Нас было слишком мало, чтобы испарить всю воду, поступившую из-за борта. Единственное, что нам удавалось ценой поистине нечеловеческих усилий, – это держать воду на уровне чуть повыше наших щиколоток.
Представьте себе хоть на минуту тесную и темную внутренность нашей лодки. Она еле освещена синеватым пламенем каменного угля и раскаленной почти добела плитой, которая вот-вот распаяется. Четыре еле различимые человеческие фигуры, задыхаясь во все густеющем горячем пару, молча и яростно борются с навалившейся смертельной опасностью.
Трое без устали, как заводные, снимали с плиты раскаленные ведра, зачерпывали плескавшуюся вокруг воду (ведра шипели, погружаясь в воду, так они были раскалены!), ставили ведра на плиту и еле успевали это проделать, как вода из вёдер испарялась, и все надо было начинать заново. А Кутерьмин без устали работал, бросая в ненасытную топку плиты все новые и новые лопаты тяжелого угля.

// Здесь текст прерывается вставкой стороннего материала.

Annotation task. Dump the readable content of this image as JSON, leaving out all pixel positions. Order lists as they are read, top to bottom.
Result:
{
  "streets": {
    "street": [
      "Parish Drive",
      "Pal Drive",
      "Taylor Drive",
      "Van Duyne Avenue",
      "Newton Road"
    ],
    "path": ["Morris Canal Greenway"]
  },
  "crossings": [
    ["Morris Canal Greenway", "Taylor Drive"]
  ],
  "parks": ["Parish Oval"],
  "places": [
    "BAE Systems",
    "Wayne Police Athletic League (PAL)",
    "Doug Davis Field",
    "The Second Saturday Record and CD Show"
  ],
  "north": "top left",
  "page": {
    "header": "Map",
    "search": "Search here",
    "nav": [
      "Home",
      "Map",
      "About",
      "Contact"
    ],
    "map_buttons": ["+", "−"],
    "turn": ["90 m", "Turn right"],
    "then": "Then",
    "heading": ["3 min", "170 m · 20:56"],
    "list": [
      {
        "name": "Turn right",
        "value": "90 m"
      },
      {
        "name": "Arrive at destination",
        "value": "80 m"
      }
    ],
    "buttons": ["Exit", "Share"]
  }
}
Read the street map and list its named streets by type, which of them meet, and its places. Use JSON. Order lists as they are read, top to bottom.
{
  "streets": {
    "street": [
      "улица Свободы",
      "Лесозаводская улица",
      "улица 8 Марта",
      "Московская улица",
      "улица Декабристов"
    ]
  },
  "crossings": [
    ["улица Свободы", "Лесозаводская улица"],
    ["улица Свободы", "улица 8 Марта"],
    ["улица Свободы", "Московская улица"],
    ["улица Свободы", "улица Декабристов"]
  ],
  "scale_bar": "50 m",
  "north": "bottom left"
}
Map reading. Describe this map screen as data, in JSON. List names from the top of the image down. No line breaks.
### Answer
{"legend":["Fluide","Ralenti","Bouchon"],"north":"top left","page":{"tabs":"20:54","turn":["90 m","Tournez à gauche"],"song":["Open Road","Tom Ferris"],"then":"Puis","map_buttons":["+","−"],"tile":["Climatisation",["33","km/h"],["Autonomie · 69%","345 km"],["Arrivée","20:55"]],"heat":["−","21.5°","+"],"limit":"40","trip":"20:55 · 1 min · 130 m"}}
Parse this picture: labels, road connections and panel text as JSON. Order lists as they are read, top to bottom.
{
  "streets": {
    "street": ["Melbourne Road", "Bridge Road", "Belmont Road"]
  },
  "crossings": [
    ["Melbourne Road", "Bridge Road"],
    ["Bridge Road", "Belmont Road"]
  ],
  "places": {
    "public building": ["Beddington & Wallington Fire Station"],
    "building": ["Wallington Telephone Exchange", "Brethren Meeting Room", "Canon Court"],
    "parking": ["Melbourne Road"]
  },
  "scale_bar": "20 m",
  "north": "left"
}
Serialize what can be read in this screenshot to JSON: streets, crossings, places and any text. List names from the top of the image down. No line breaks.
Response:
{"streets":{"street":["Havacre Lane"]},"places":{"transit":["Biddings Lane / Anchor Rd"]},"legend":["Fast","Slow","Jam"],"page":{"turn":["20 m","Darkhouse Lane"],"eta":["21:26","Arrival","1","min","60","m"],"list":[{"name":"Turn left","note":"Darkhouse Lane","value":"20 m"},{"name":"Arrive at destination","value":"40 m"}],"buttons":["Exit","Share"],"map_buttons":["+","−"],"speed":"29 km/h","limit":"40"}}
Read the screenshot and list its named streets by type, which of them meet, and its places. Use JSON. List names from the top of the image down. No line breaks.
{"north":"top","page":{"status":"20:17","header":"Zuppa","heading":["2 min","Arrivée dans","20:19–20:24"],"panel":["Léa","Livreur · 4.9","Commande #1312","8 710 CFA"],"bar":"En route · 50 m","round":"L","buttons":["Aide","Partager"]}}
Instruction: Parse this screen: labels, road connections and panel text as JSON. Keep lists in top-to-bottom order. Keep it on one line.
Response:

В этой адовой работе прошел час, другой, третий, четвертый.
По самым скромным подсчетам мы испарили за это время не меньше трех с половиной тысяч ведер, а вода все не убывала. Она даже несколько прибавилась и теперь плескалась чуть пониже наших колен.
Мы устали, как черти, мы проголодались, как волки, мы промокли, как мыши, мы работали молча, как немые.
И все же любым человеческим силам имеется предел. Все более вялыми становились наши движения, все выше и выше подымалась вода. Вот она уже поднялась выше колен. Вот мы уже наполовину в воде… Скоро конец.
И вдруг мы ощутили, как чуть заметно содрогнулась наша лодка. Потом она качнулась.
Я бросил ведра и кинулся к глубиномеру: фосфоресцирующая стрелка быстро скользила вверх – лодка стремительно поднималась. Наполненная до отказа горячим паром, она уподобилась воздушному шару.
– Продолжайте работать! – крикнул я, видя, что матросы на радостях бросили свои ведра. – Не забывайте, нам предстоит целых двадцать километров подъема!..
Это продолжалось еще около получаса. Наконец стрелка глубиномера достигла нуля.
Я кивнул Кутерьмину. Он понял меня с полуслова – надо было поскорее отдраить люк и освежить воздух.
Вода к этому времени уже была нам по грудь. Все продовольствие было безнадежно испорчено. Опасность захлебнуться сменилась не менее серьезной опасностью – умереть с голоду.
Кутерьмин вскарабкался по скоб-трапу, отдраил и откинул тяжелый чугунный люк.
В ту же секунду его выстрелило в воздух, как ядро из катапульты, – так сильно было давление пара, собравшегося в лодке за время наших спасательных работ.
Мы бросились на ходовой мостик, чтобы попытаться спасти боцмана. Я уже стал стаскивать с себя ботинки.